### Input material
════════════════════

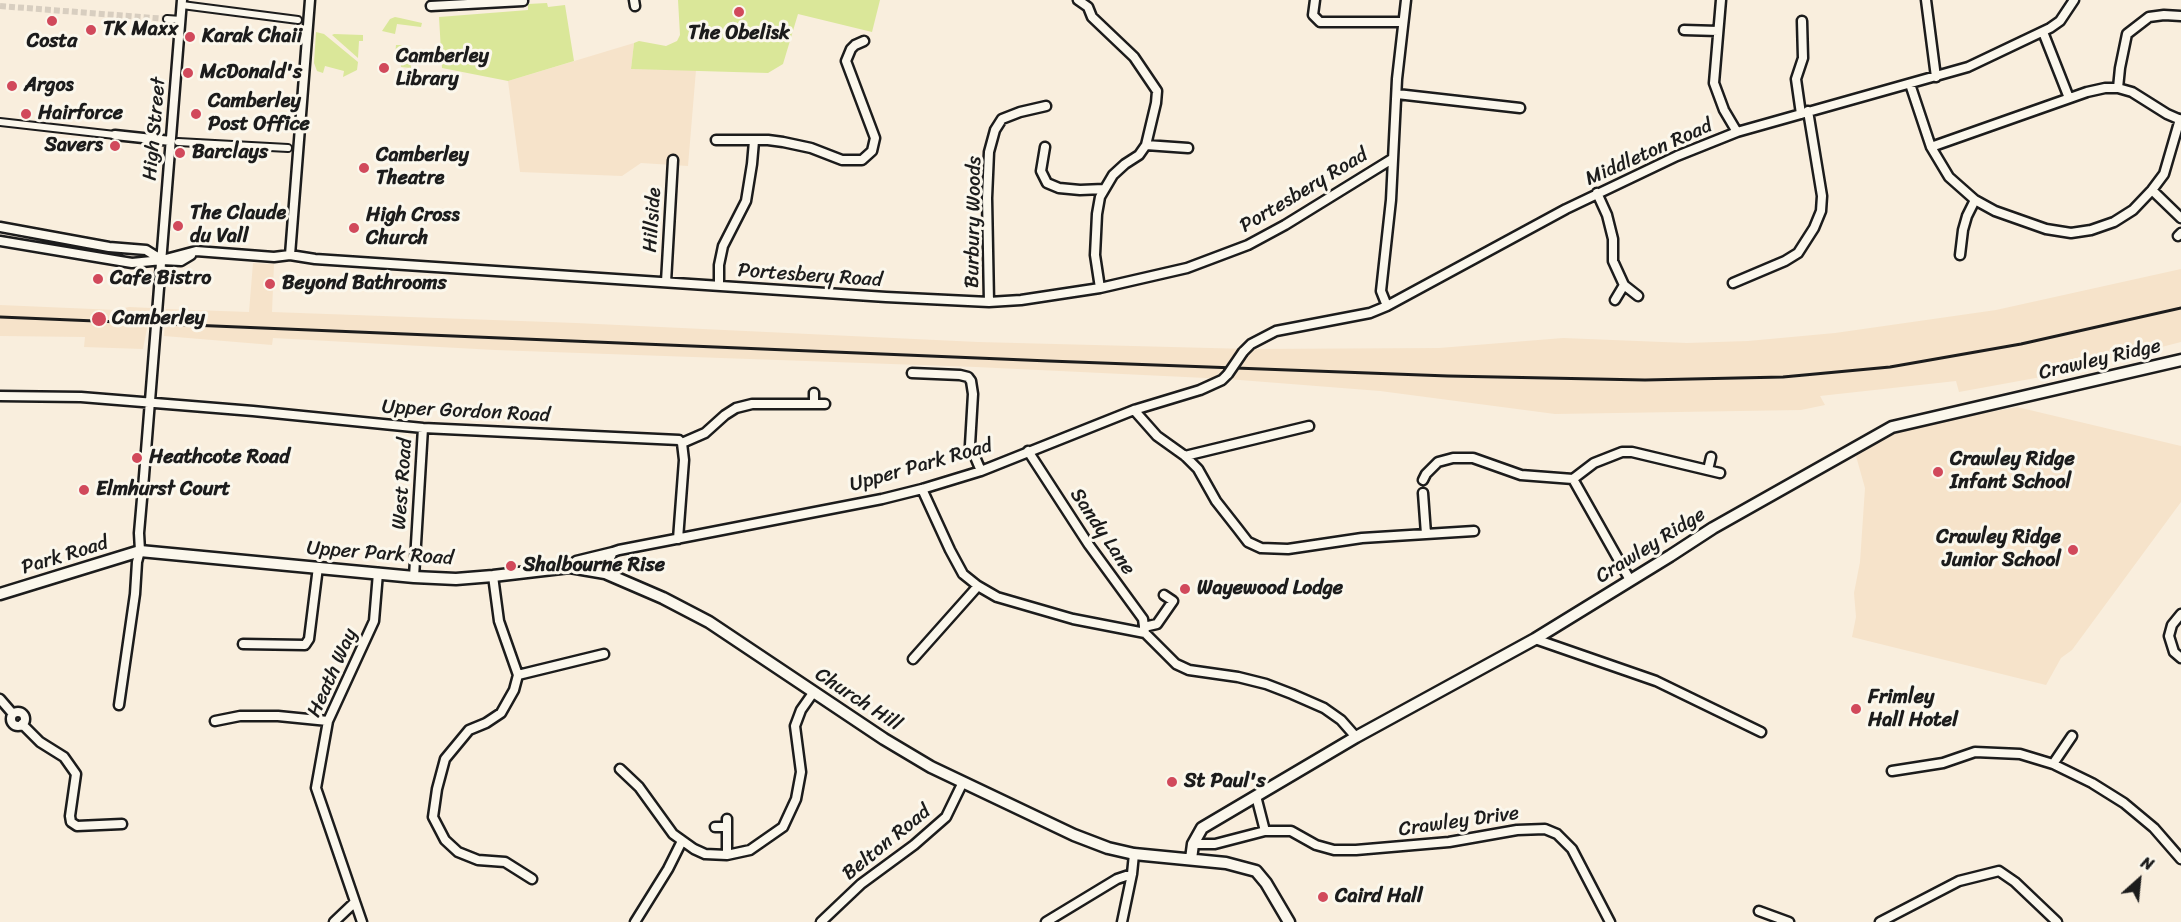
<!DOCTYPE html>
<style>
body{margin:0}
#map{position:relative;width:2181px;height:922px;overflow:hidden;background:#f9eedd;font-family:Sriracha,sans-serif}
canvas{display:block}
.north{position:absolute;left:2109px;top:850px;width:60px;height:60px;-webkit-text-stroke:4px #fbf7ec;paint-order:stroke;rotate:27deg;font-size:16px;font-weight:700;line-height:24px;text-align:center;color:#1c1c1c}
.north::after{content:'';display:block;margin:auto;width:21px;height:27px;background:#1c1c1c;clip-path:polygon(50% 0,100% 100%,50% 72%,0 100%)}
</style>
<div id="map">
<canvas width="2181" height="922"></canvas>
<div class="north">N</div>
</div>
<script>
const ctx = document.querySelector('canvas').getContext('2d');
ctx.lineJoin = 'round';
function paint(path, color) {
  ctx.fillStyle = color;
  ctx.fill(path, 'evenodd');
}
function poly(rows) {
  const path = new Path2D();
  for (const r of rows) {
    if (r.length === 3) {
      path.moveTo(r[0] + r[2], r[1]);
      path.arc(r[0], r[1], r[2], 0, 2 * Math.PI);
      continue;
    }
    path.moveTo(r[0], r[1]);
    for (let i = 2; i < r.length; i += 2) path.lineTo(r[i], r[i + 1]);
  }
  return path;
}
function trace(path, color, width, dash) {
  ctx.strokeStyle = color;
  ctx.lineWidth = width;
  ctx.lineCap = dash ? 'butt' : 'round';
  ctx.setLineDash(dash || []);
  ctx.stroke(path);
}
function label(font, color, halo, rows, align = 'center') {
  ctx.font = font + ' Sriracha,sans-serif';
  ctx.lineWidth = 6;
  ctx.setLineDash([]);
  ctx.textBaseline = 'middle';
  ctx.strokeStyle = halo;
  ctx.fillStyle = color;
  for (const [text, x, y, turn = 0] of rows) {
    ctx.save();
    ctx.translate(x, y);
    ctx.rotate((+turn || 0) * Math.PI / 180);
    ctx.textAlign = isNaN(turn) ? turn : align;
    if (halo) ctx.strokeText(text, 0, 0);
    ctx.fillText(text, 0, 0);
    ctx.restore();
  }
}
paint(poly([
 [634,43,631,69,696,70,688,166,641,163,622,176,520,172,508,81],
 [253,263,274,264,272,312,576,323,978,342,1249,349,1439,348,1563,338,1687,343,1748,341,1835,333,1996,310,2181,269,2181,342,2052,375,1959,392,1956,381,1820,396,1825,405,1801,410,1555,414,1380,391,1227,379,976,367,495,350,273,338,272,345,164,336,166,309,249,312],
 [0,305,116,310,129,307,151,308,143,349,84,347,85,337,0,336],
 [2017,407,2181,446,2181,502,2072,650,2061,658,2046,685,1852,637,1856,617,1854,593,1860,562,1865,488,1856,456,1896,432,1915,426]
]), '#f6e3ca');
paint(poly([
 [678,0,880,0,872,32,798,14,783,64,768,73,631,69,634,43,639,41,666,46,677,41,680,35],
 [547,3,548,7,565,5,574,61,508,81,442,68,439,17,528,10,528,4],
 [395,17,400,18,422,23,421,27,397,24,395,34,382,31,390,19],
 [316,32,324,34,358,62,357,70,343,77,344,71,325,66,323,73,317,71,314,63],
 [334,34,363,35,363,41,359,41,358,58,332,35],
 [396,45,402,45,410,51,411,68,401,67,400,59,395,56]
]), '#dae799');
trace(poly([
 [0,6,167,19]
]), '#d8cec0', 6, [6, 3]);
const pedestrian = poly([
 [182,5,298,20],
 [167,19,181,20],
 [0,122,115,135],
 [178,142,288,148]
]);
const minor = poly([
 [634,0,635,6],
 [1078,0,1088,7,1092,17,1134,57,1157,91,1156,103,1146,145,1139,155,1125,164,1113,175,1100,197,1097,214,1095,255,1100,288],
 [1315,0,1313,15,1320,22,1403,22],
 [1721,0,1714,83,1724,110,1737,132],
 [1926,0,1936,77],
 [431,6,523,1],
 [1684,30,1718,31],
 [2043,32,2069,98],
 [1910,84,1931,147,1949,177,1975,200,1995,211,2046,229,2071,233,2091,230,2114,222,2133,210,2152,190,2164,174,2180,119],
 [2118,88,2120,68,2127,34,2149,17,2164,15,2181,16],
 [1397,94,1520,108],
 [1801,114,1796,79,1803,58,1802,21],
 [115,135,171,141],
 [716,140,768,140,783,142,811,148,842,160,862,160,872,151,875,138,846,61,851,49,855,45,864,41],
 [1146,145,1188,148],
 [1045,147,1041,171,1047,183,1059,188,1080,190,1104,189],
 [1931,147,2087,92,2105,88,2118,88,2132,92,2167,114,2181,120],
 [2152,190,2181,218],
 [1597,193,1607,215,1613,239,1613,261,1624,285,1638,296],
 [0,227,109,247,146,250,162,260,181,261,191,255],
 [2178,236,2181,233],
 [0,241,132,263,162,260,196,251,274,257,290,255,315,259,886,297,989,302,1021,300,1100,288,1187,268,1248,245,1285,225,1392,159],
 [290,255,310,0],
 [1960,255,1963,230,1967,216,1975,200],
 [666,282,673,160],
 [1733,283,1785,261,1798,253,1814,228,1821,211,1822,196,1808,111],
 [719,286,719,265,723,246,746,201,752,164,754,141],
 [1615,300,1624,285],
 [989,302,987,198,989,152,995,130,1002,119,1020,112,1046,106],
 [1387,306,1381,291,1391,200,1397,79,1406,0],
 [1243,352,1251,344,1276,331,1370,313,1387,306,1566,209,1677,156,1737,132,1968,67,2050,28,2060,21,2074,0],
 [912,373,960,375,968,377,971,381,973,394,970,445,981,471],
 [814,393,814,404,825,404],
 [0,396,81,397,253,411,423,428,679,440,682,443,684,460,678,539],
 [1134,410,1157,436,1185,456,1198,469,1216,501,1238,529,1248,542,1261,548,1288,549,1362,538,1474,531],
 [682,443,705,433,725,415,736,408,752,404,814,404],
 [1028,451,1089,545,1143,619,1145,633],
 [1185,456,1309,426],
 [1708,470,1711,457],
 [1573,479,1630,580],
 [1423,480,1426,474,1438,462,1453,458,1473,458,1521,475,1573,479,1594,463,1622,452,1632,452,1720,473],
 [922,489,950,550,963,574,978,586,997,597,1073,619,1145,633,1176,664,1189,670,1238,677,1266,684,1292,694,1324,708,1341,720,1356,737],
 [1423,493,1426,534],
 [570,567,576,561,613,552],
 [605,573,606,566,613,552,619,550,882,499,922,489,981,471,1134,410,1200,390,1222,380,1228,374],
 [493,576,499,621,518,675,514,690,501,713,486,723,469,730,445,759,437,789,433,817,445,840,458,852,478,860,505,862,532,879],
 [414,577,423,428],
 [2181,614,2172,625,2169,636,2174,652,2181,658],
 [1144,627,1157,624,1173,601,1164,595],
 [1535,639,1656,681,1761,732],
 [243,644,305,645,309,639,318,567],
 [913,659,978,586],
 [518,675,604,654],
 [0,699,13,714],
 [119,705,135,594,137,562,140,551,139,533,144,476,182,0],
 [18,719,7],
 [215,721,240,716,278,716,328,721],
 [22,724,40,742,64,757,76,774,70,816,71,822,77,826,122,824],
 [2053,764,2072,736],
 [620,769,639,787,673,834,694,849,705,854,727,855,750,850,783,827,796,799,801,772,795,726,801,710,813,693],
 [1892,771,1943,763,1975,752,2020,754,2053,764,2092,783,2124,803,2154,828,2181,859],
 [1256,796,1265,831],
 [727,819,727,855],
 [715,827,727,827],
 [1193,844,1215,844,1265,831,1291,831,1316,845,1334,850,1356,850,1449,842,1517,830,1545,829,1557,834,1572,849,1610,922],
 [1759,911,1789,922],
 [334,922,355,902],
 [362,922,316,788,328,721,374,621,378,573],
 [635,922,668,869,682,841],
 [821,922,861,884,914,845,946,817,963,782],
 [1046,922,1117,879,1132,874],
 [1122,922,1132,874,1134,854],
 [1880,922,1959,881,1999,871,2015,882,2057,922]
]);
const tertiary = poly([
 [0,594,140,551,414,577,456,579,493,576,570,567,605,573,663,598,709,622,884,739,931,767,1074,835,1108,848,1134,854,1226,863,1256,871,1266,883,1289,922],
 [1191,859,1193,844,1202,828,1356,737,1535,639,1670,556,1713,528,1892,427,2181,360]
]);
trace(pedestrian, '#1c1c1c', 10);
trace(minor, '#1c1c1c', 13);
trace(tertiary, '#1c1c1c', 15);
trace(pedestrian, '#fbf7ec', 6);
trace(minor, '#fbf7ec', 8);
trace(tertiary, '#fbf7ec', 10);
trace(poly([
 [0,317,1049,361,1448,376,1645,380,1783,377,1890,367,2021,344,2181,308]
]), '#1c1c1c', 3);
const minorBridge = poly([
 [1228,374,1243,352]
]);
trace(minorBridge, '#1c1c1c', 13, []);
trace(minorBridge, '#fbf7ec', 8);
for (const [x, y, r, color] of [
 [739,12,6,"#d1495b"],
 [52,21,6,"#d1495b"],
 [91,30,6,"#d1495b"],
 [190,37,6,"#d1495b"],
 [384,68,6,"#d1495b"],
 [188,73,6,"#d1495b"],
 [12,86,6,"#d1495b"],
 [26,114,6,"#d1495b"],
 [196,114,6,"#d1495b"],
 [115,146,6,"#d1495b"],
 [180,153,6,"#d1495b"],
 [364,168,6,"#d1495b"],
 [178,226,6,"#d1495b"],
 [354,228,6,"#d1495b"],
 [98,279,6,"#d1495b"],
 [270,284,6,"#d1495b"],
 [99,319,8,"#d1495b"],
 [137,458,6,"#d1495b"],
 [1938,472,6,"#d1495b"],
 [84,490,6,"#d1495b"],
 [2073,550,6,"#d1495b"],
 [511,566,6,"#d1495b"],
 [1185,589,6,"#d1495b"],
 [1856,709,6,"#d1495b"],
 [1172,782,6,"#d1495b"],
 [1323,897,6,"#d1495b"]
]) {
  const dot = new Path2D();
  dot.arc(x, y, r, 0, 2 * Math.PI);
  ctx.fillStyle = color;
  ctx.fill(dot);
  trace(dot, '#fbf7ec', 2);
}
label('bold 20px', '#1c1c1c', '#fbf7ec', [
 ["TK Maxx",103,30],
 ["The Obelisk",739,34,"center"],
 ["Karak Chaii",202,37],
 ["Costa",52,42,"center"],
 ["Camberley",396,57],
 ["Library",396,80],
 ["McDonald's",200,73],
 ["Argos",24,86],
 ["Camberley",208,102],
 ["Post Office",208,125],
 ["Hairforce",38,114],
 ["Savers",103,146,"right"],
 ["Barclays",192,153],
 ["Camberley",376,156],
 ["Theatre",376,179],
 ["The Claude",190,214],
 ["du Vall",190,237],
 ["High Cross",366,216],
 ["Church",366,239],
 ["Cafe Bistro",110,279],
 ["Beyond Bathrooms",282,284],
 ["Camberley",112,319],
 ["Heathcote Road",149,458],
 ["Crawley Ridge",1950,460],
 ["Infant School",1950,483],
 ["Elmhurst Court",96,490],
 ["Crawley Ridge",2061,538,"right"],
 ["Junior School",2061,561,"right"],
 ["Shalbourne Rise",523,566],
 ["Wayewood Lodge",1197,589],
 ["Frimley",1868,698],
 ["Hall Hotel",1868,721],
 ["St Paul's",1184,782],
 ["Caird Hall",1335,897]
], 'left');
label('20px', '#1c1c1c', '#fbf7ec', [
 ["High Street",155,129,-85],
 ["Middleton Road",1649,153,-24],
 ["Portesbery Road",1304,191,-31],
 ["Hillside",653,220,-86],
 ["Burbury Woods",974,222,-89],
 ["Portesbery Road",810,276,4],
 ["Crawley Ridge",2100,360,-13],
 ["Upper Gordon Road",466,412,3],
 ["Upper Park Road",921,466,-16],
 ["West Road",403,484,-86],
 ["Sandy Lane",1102,532,56],
 ["Crawley Ridge",1651,546,-32],
 ["Upper Park Road",380,554,4],
 ["Park Road",65,556,-17],
 ["Heath Way",333,673,-66],
 ["Church Hill",858,700,33],
 ["Crawley Drive",1459,822,-8],
 ["Belton Road",887,843,-39]
]);
</script>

════════════════════

### Work order
Look through the entries and return each line that has the word "left" in it.

### Reply to the exercise
.north{position:absolute;left:2109px;top:850px;width:60px;height:60px;-webkit-text-stroke:4px #fbf7ec;paint-order:stroke;rotate:27deg;font-size:16px;font-weight:700;line-height:24px;text-align:center;color:#1c1c1c}
], 'left');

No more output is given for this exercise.